2. BOOTSTRAP METHODS FOR MODEL SELECTION
The bootstrap is a well-known statistical method used to assess the variability of test statistics (Efron and Tibshirani 1993; Davison and Hinkley 1997). The nonparametric bootstrap allows one to estimate an empirical distribution function by repeated sampling from the observed data. The use of bootstrap methods allows one to approximate the distribution of test statistics in settings in which analytic calculations are intractable or in small samples in which large-scale asymptotic results may not hold.
Earlier studies have described the instability of automated variable selection methods. Studies have demonstrated that spurious noise variables are mistakenly identified as independent predictors of the outcome (Derksen and Keselman 1992; Flack and Chang 1987). Furthermore, the number of noise variables included increased as the number of candidate variables increased, and the probability of correctly identifying variables was inversely proportional to the number of variables under consideration (Murtaugh 1998).
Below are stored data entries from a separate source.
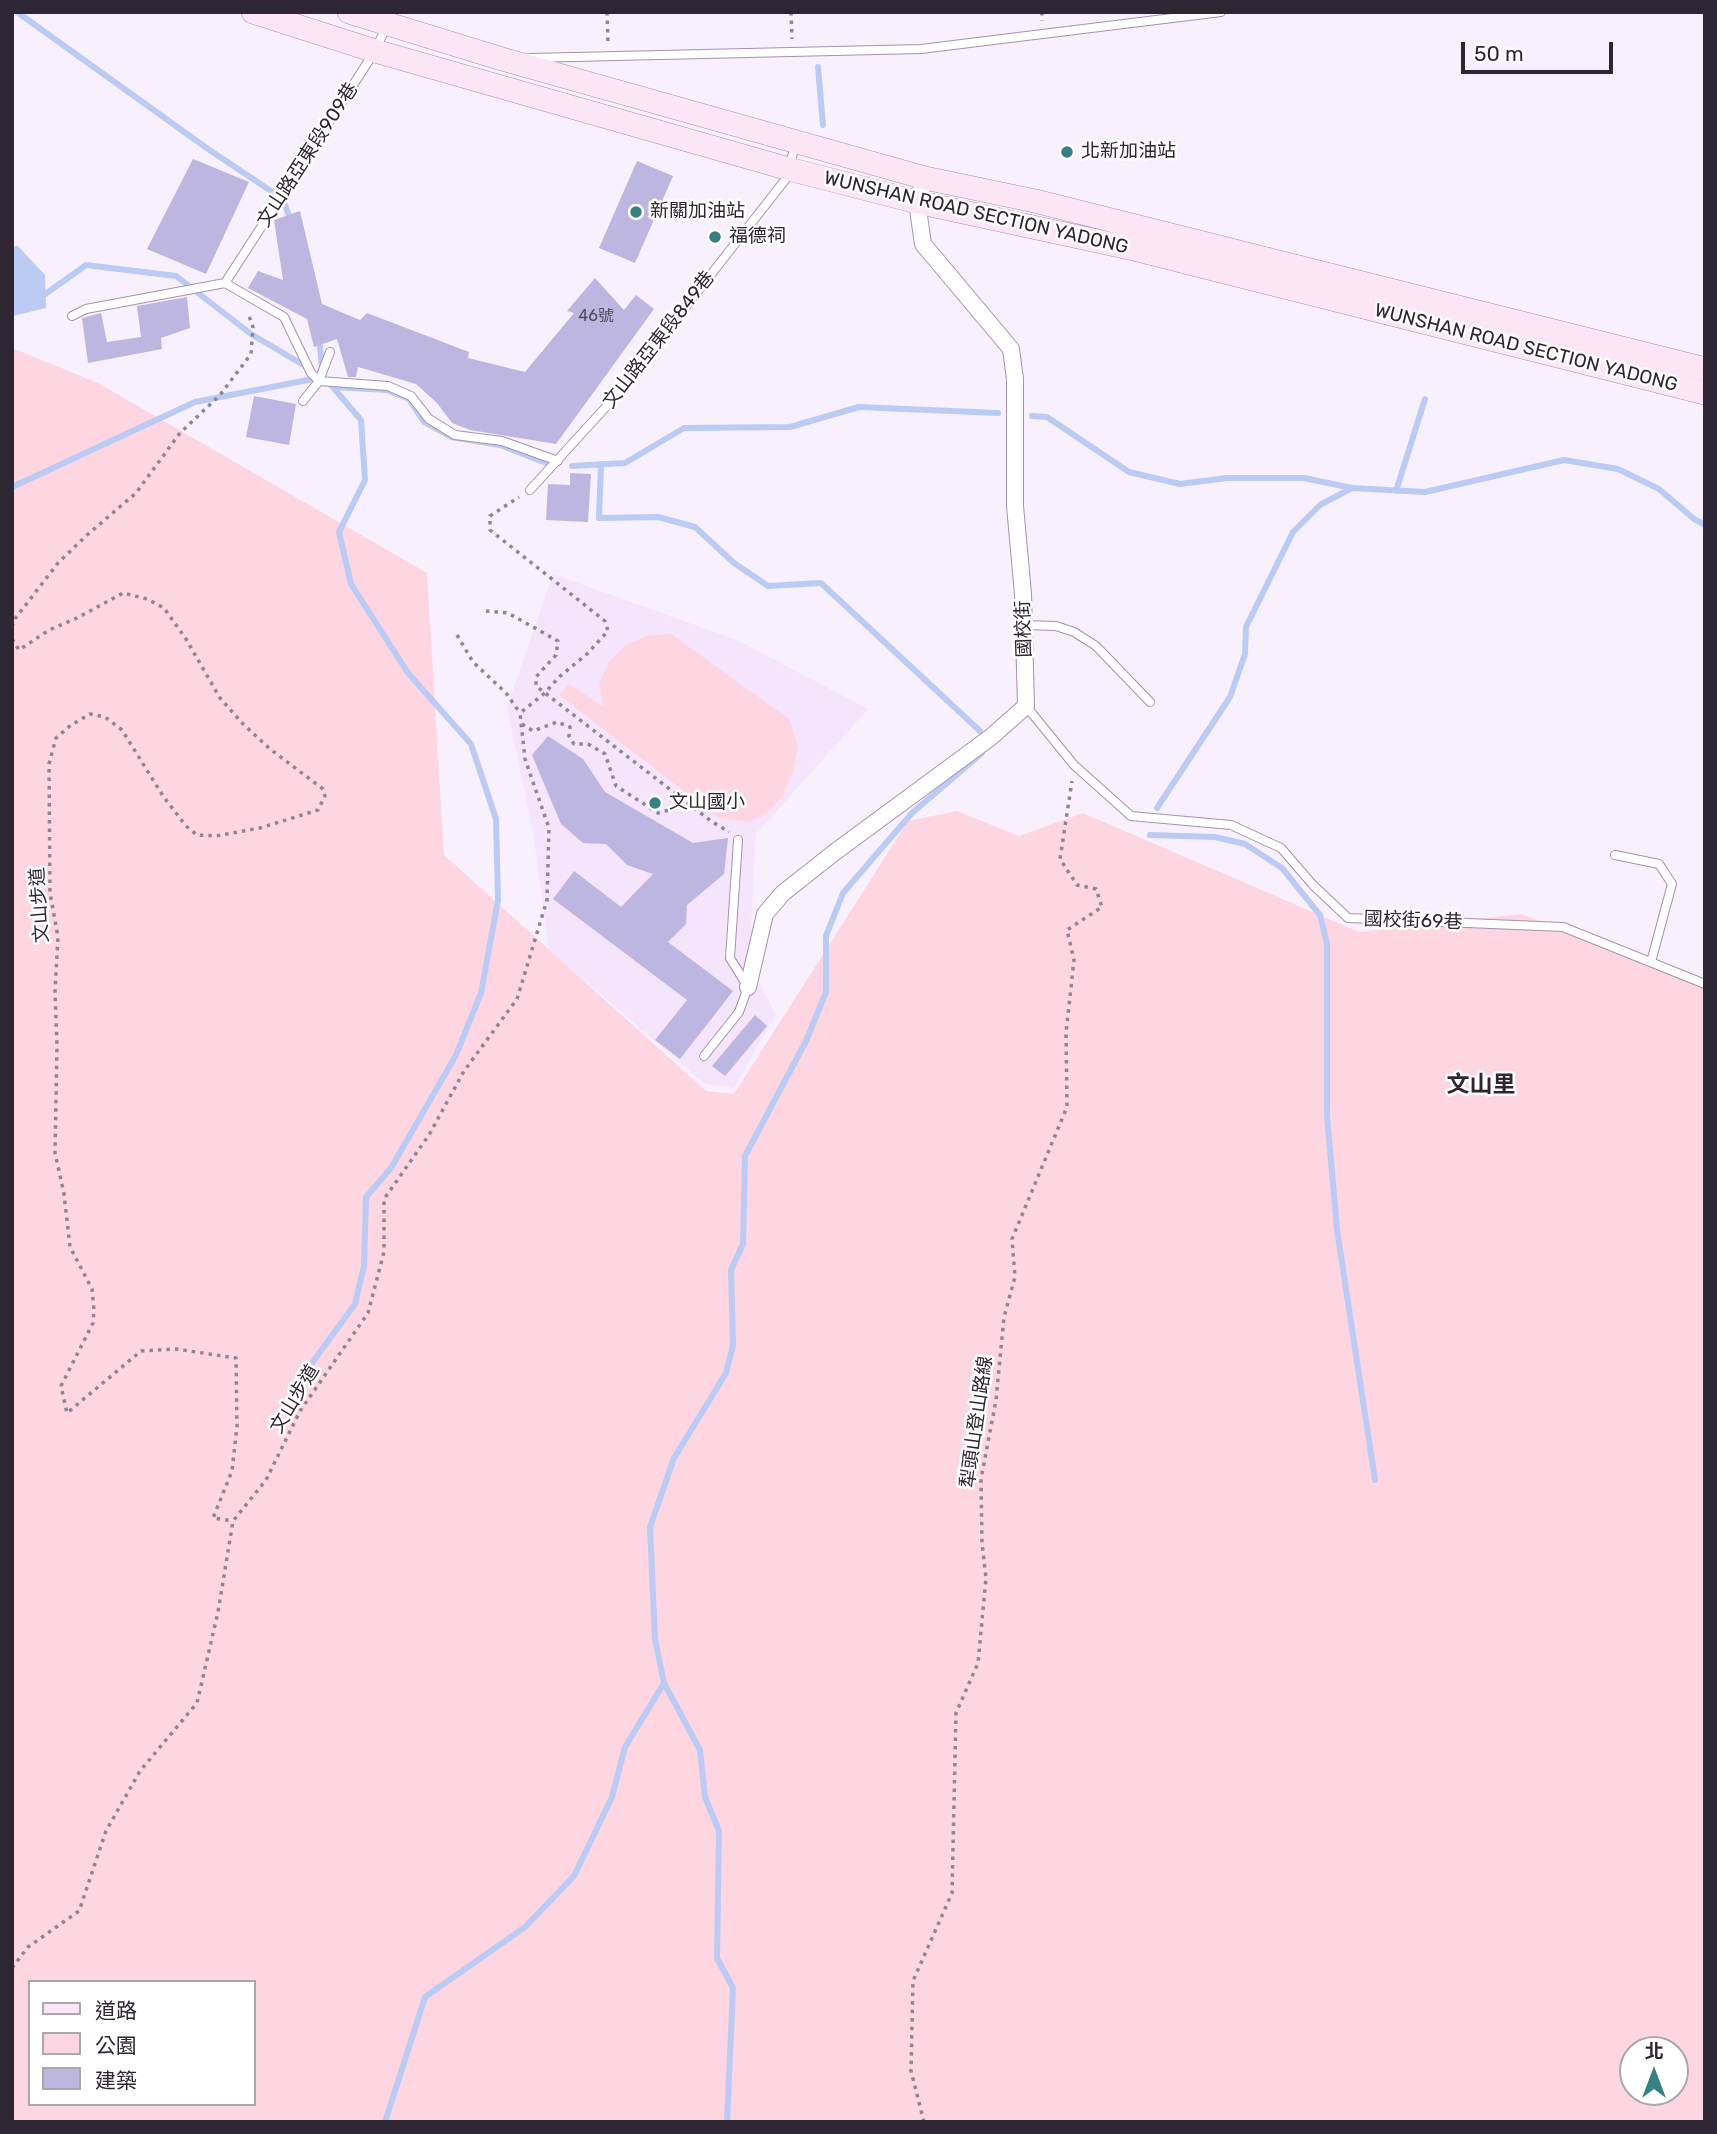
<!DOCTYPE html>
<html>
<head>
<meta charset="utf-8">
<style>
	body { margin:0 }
	#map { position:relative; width:1717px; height:2134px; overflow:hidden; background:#f9f0fe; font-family:Rubik,"Noto Sans TC",sans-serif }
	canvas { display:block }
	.frame { position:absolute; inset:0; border:14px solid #2e2632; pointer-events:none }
	.legend { position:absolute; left:28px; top:1980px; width:228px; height:126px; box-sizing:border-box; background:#fff; border:2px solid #aba8ad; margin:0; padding:9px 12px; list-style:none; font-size:21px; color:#2e2632 }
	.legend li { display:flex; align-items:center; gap:14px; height:35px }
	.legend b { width:35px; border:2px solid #aba8ad }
	.north { position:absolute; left:1619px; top:2036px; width:70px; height:70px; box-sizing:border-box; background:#fff; border:2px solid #aba8ad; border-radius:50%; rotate:0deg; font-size:19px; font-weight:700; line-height:28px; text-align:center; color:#2e2632 }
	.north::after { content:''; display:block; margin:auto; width:24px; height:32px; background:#367f82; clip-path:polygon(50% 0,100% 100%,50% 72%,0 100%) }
	.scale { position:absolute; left:1461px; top:42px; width:152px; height:32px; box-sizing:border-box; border:4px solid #2e2632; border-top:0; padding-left:9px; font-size:21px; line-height:24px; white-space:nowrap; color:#2e2632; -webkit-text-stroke:5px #fff; paint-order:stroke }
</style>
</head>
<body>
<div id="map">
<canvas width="1717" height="2134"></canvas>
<div class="frame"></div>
<ul class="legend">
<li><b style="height:9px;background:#fce6f6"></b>道路</li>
<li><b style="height:19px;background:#fed6e1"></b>公園</li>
<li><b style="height:19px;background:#bcb6e0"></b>建築</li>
</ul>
<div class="north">北</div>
<div class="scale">50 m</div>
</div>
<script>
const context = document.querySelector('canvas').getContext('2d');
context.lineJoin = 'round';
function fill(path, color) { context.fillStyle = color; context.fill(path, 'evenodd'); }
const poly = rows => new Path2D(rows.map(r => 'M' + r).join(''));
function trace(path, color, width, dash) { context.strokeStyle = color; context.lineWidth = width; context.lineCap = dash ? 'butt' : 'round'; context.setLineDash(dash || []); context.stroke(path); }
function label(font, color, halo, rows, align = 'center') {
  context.font = font + ' Rubik,"Noto Sans TC",sans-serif'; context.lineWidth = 5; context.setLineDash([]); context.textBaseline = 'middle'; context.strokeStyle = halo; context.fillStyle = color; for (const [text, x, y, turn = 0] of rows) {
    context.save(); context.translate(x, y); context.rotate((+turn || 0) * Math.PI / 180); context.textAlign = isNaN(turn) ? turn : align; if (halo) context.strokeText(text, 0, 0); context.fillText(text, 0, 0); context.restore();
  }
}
fill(poly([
	[553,574,737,640,868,709,756,834,749,966,776,1014,734,1088,705,1084,549,950,533,832,507,707]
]), '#f4e4fc');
fill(poly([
	[12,348,98,383,427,573,444,855,706,1091,734,1094,908,821,957,811,1019,836,1083,813,1359,932,1521,914,1705,981,1705,2122,12,2122],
	[30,1982,254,1982,254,2104,30,2104],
	[1633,2050,1675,2050,1675,2092,1633,2092],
	[671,634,789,719,798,746,793,772,782,797,768,812,750,822,719,818,559,695,569,684,603,707,599,683,609,662,625,646,646,636]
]), '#fed6e1');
fill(poly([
	[17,245,45,275,46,308,13,316,12,249]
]), '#bbcbf4');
trace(poly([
	[17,12,208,149,283,199,291,222],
	[818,67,823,125],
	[38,296,44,295,86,265,176,276,251,334,307,367],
	[319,337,322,368],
	[333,387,387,390,409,399,424,422,451,437,500,445,546,463],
	[1032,416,1047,417,1129,472,1180,484,1227,478,1304,478,1352,488,1425,492,1564,460,1618,469,1659,489,1694,519,1705,525],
	[601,464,599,518,658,517,695,527,734,563,768,586,821,583,980,731],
	[572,466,625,463,684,428,790,427,859,407,998,413],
	[12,487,195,402,318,378],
	[1396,491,1425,399],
	[1157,808,1230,697,1245,654,1246,627,1293,532,1320,505,1352,488],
	[1150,835,1215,837,1245,844,1282,868,1320,915,1327,944,1327,1115,1337,1230,1375,1480],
	[293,1389,355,1304,364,1266,366,1197,391,1168,456,1055,481,993,498,900,496,819,471,744,408,673,351,584,339,532,365,480,361,420,331,385],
	[385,2122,425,1997,525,1927,574,1876,612,1797,625,1747,664,1683],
	[727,2122,733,1988,717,1958,719,1831,705,1797,700,1750,664,1683,655,1639,650,1527,674,1458,726,1373,733,1345,731,1270,743,1244,745,1156,806,1041,826,992,826,936,843,893,912,813,982,753]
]), '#bbcbf4', 6);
fill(poly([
	[193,159,249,182,206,274,147,249],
	[637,161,673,176,635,263,599,248],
	[300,211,322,304,360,320,367,313,469,352,468,358,525,372,574,313,567,311,595,278,624,310,636,295,654,309,556,444,470,430,452,423,437,403,416,384,358,367,356,377,348,377,337,339,314,347,307,319,248,288,258,271,283,280,274,220],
	[187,297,190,328,161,338,162,349,88,363,82,318,101,313,107,342,141,337,137,306],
	[254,396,296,404,289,445,246,437],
	[570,473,591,474,588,522,546,520,548,484,570,485],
	[548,736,583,759,605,792,693,843,728,838,724,874,687,905,686,924,668,942,733,991,680,1059,655,1040,687,1000,553,899,574,871,621,907,653,874,627,865,606,844,583,843,561,824,532,755],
	[755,1015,767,1026,725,1076,712,1066]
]), '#bcb6e0');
const lane = poly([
	[530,58,921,49,1221,12],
	[225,283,375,51,387,25],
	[72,316,86,309,225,283,284,317,311,373,319,381,303,401],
	[330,352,319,381,388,386,411,396,429,419,455,435,502,441,558,461],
	[530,490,615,397,785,180,796,143],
	[1024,625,1056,626,1074,632,1096,646,1150,702],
	[1026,706,1074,765,1131,816,1231,825,1281,848,1313,885,1348,918,1563,927,1705,984],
	[1615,855,1659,864,1672,884,1651,962],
	[704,1056,739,1012,748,987,730,958,738,840]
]);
const street = poly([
	[748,987,765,914,783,893,835,852,991,737,1026,706,1023,594,1015,506,1015,379,1011,349,923,244,917,202,925,178]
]);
const secondary = poly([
	[253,12,375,51,789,169,917,202,1134,249,1705,393],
	[349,12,502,59,925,178,1035,201,1705,369]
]);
trace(lane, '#a591b0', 10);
trace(street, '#a591b0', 18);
trace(secondary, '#a591b0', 24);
trace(poly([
	[607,12,608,43],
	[791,12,792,39],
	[1042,12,1042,21],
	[486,611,508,613,558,641,556,655,536,677,536,686,711,821,729,832],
	[12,627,14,620,58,563,87,535,136,493,180,433,220,395,251,354,253,327,248,313],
	[457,635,473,662,506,693,520,713],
	[12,639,19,650,49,630,77,618,123,593,147,599,164,608,186,639,220,698,243,724,270,749,323,789,325,796,318,810,260,828,216,836,197,835,186,826,163,796,122,730,105,717,90,714,71,725,56,738,49,764,50,893,58,937,55,992,57,1045,55,1153,64,1194,70,1247,92,1289,94,1310,93,1323,61,1386,67,1413,141,1351,176,1349,236,1358,237,1426,232,1471,213,1518,233,1521],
	[522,724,533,731,557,722,570,727,569,736,574,744,588,744,605,754,616,786,658,813,676,808,682,799],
	[12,1968,28,1947,79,1911,106,1831,140,1771,197,1703,218,1612,233,1521,266,1480,300,1411,368,1313,384,1252,384,1199,429,1135,464,1071,517,999,547,900,549,828,525,759,520,713,545,693,559,677,587,654,608,631,605,621,490,530,490,516,519,497],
	[924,2122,911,2071,913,1981,952,1893,956,1713,978,1663,986,1578,982,1543,981,1479,996,1400,1004,1317,1015,1277,1012,1239,1067,1107,1066,1033,1074,960,1067,930,1102,907,1096,889,1077,885,1060,859,1072,781]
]), '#8f8693', 3.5, [3.5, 5]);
trace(lane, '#fff', 8);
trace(street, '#fff', 16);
trace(secondary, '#fce6f6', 23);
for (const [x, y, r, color] of [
	[1067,152,7,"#367f82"],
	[636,212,7,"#367f82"],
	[715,237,7,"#367f82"],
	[655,803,7,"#367f82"]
]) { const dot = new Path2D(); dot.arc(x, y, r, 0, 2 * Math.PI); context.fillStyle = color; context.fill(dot); trace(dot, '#fff', 2.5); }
label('16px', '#524a5e', null, [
	["46號",596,316]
]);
label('19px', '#2e2632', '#fff', [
	["北新加油站",1081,152],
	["新關加油站",650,212],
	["福德祠",729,237],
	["文山國小",669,803]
], 'left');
label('19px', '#2e2632', '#fff', [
	["文山路亞東段909巷",308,155,-57],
	["WUNSHAN ROAD SECTION YADONG",976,213,13],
	["文山路亞東段849巷",659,340,-52],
	["WUNSHAN ROAD SECTION YADONG",1526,348,14],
	["國校街",1024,629,-92],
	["文山步道",40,905,-94],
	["國校街69巷",1413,921,2],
	["文山步道",295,1399,-59],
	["犁頭山登山路線",977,1422,-82]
]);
label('bold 23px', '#2e2632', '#fff', [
	["文山里",1481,1085]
]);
</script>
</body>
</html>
Our proposed model selection method is based upon drawing repeated bootstrap samples from the original dataset. Within each bootstrap sample, backwards elimination is used to develop a parsimonious predictive model. For each candidate variable, the proportion of bootstrap samples in which that variable was identified as an independent predictor of the outcome is determined. Candidate variables are then ranked according to the proportion of bootstrap samples in which they were identified as independent predictors of the outcome. A preliminary predictive model would consist of those variables that were identified as significant predictors in all bootstrap samples. Variables could then be sequentially added to this preliminary model according to the proportion of bootstrap samples in which they were selected as significant predictors. Each candidate model can then be assessed for its predictive accuracy and a final model identified. Our approach is a simplification of one proposed by Sauerbrei and Schumacher (1992) for identifying strong and weak factors for predicting survival, based upon repeated bootstrap sampling. …